Reading a novel delivered in installments to your e-mail inbox is different from flipping through a book as you curl up in bed.
Reading a novel delivered in installments to your e-mail inbox is different from flipping through a book as you curl up in bed.
Animated hypertext poems that dance across your computer screen do a kind of storytelling different from poems that sit still on a page.
The reading experience is different for print versus digital, no doubt about that.
But what about the writing experience? Is literary writing for digital media different in a way that matters? This is a question I keep returning to as I interview a variety of digital writers for this column. Does good, old-fashioned storytelling really change just because it is distributed in new forms of media?
I asked Sue Thomas, professor of new media at De Montfort University in Leicester, England, what she thought. In conjunction with Kate Pullinger, author of the multimedia graphic novel Inanimate Alice, Thomas devised a master of arts program in creative writing and new media that is taught online.
"Good, old-fashioned storytelling was oral, and storytellers often changed their stories according to context and circumstance," Thomas said. "You only have to look at how simple fairy tales and urban legends evolve whilst still often keeping the core of the narrative intact to realize that they need a fluid environment to stay alive and fresh. Multimedia prevents the stagnation of fixed type and maintains a much longer tradition, stretching way back beyond the last 500 years."
As director of the digital media project at the Department of English at Ohio State University, Scott Lloyd DeWitt says he wants to "expand notions of literacy" rather than abandon print for something new.
"We are giving students the opportunity to produce a variety of digital media texts. Along the way, we ask them to think about the affordances of these media and make choices about using them according to their rhetorical goals: Who is your audience? What sense of ethos are you trying to establish? Where do you imagine this text appearing?"
In other words, the same questions writers have always asked.
Robert Coover, the T.B. Stowell Adjunct Professor of Literary Arts at Brown University, is a prominent novelist who realized in the late '80s that "the digital revolution was real and immediate; I wanted my students to be wholly aware of what was happening and comfortable with it."
Today he leads the groundbreaking Cave Writing Workshop, a spatial hypertext writing workshop in immersive virtual reality he dreamed up in 2002.
Electronic-writing workshops are in many ways similar to traditional writing workshops, Coover said: Students are given a project they present to the class for critique. But Cave Writing is unique. Powered by a high-performance parallel computer, the Cave is an eight-foot-square room with high-resolution stereo graphics shown on three walls and the floor.

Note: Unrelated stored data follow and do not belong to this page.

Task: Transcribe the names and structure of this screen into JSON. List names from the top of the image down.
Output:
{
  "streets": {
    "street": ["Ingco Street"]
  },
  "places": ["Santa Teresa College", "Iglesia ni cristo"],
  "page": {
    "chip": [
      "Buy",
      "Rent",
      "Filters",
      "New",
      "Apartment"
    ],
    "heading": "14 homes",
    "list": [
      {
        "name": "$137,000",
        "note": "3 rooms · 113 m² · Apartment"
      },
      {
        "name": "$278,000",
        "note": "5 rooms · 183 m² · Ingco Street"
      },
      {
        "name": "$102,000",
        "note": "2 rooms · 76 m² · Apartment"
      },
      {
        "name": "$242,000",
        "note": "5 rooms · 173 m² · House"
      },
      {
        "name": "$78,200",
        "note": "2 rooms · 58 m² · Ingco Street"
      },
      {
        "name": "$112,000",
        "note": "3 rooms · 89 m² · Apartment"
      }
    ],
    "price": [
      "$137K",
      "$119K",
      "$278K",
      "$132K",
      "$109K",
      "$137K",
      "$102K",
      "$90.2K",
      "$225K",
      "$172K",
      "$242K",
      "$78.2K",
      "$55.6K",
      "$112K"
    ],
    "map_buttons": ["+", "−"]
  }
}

Students do not simply "write a story" - they create 360-degree multimedia projects incorporating images, sound, art and text. Imagine standing in the middle of this room as a multimedia narrative is projected all around you, and you've got the "immersive" part of the equation.
Coover, who wrote an essay titled "The End of Books" for the New York Times Book Review in 1992, says new literary forms don't emerge simply because the artist wants them to.
"Art forms are partly made by audiences," he said, "and if the reading public was in the process of moving from page to screen, then young writers had to understand that and know how to live and write in the new world. . . . E-writing is a very collaborative genre, often involving writers, artists, composers, and computer programmers."
That made me think that the image of the writer suffering over her masterpiece in solitude might soon become out of date - which wasn't a bad thought at all.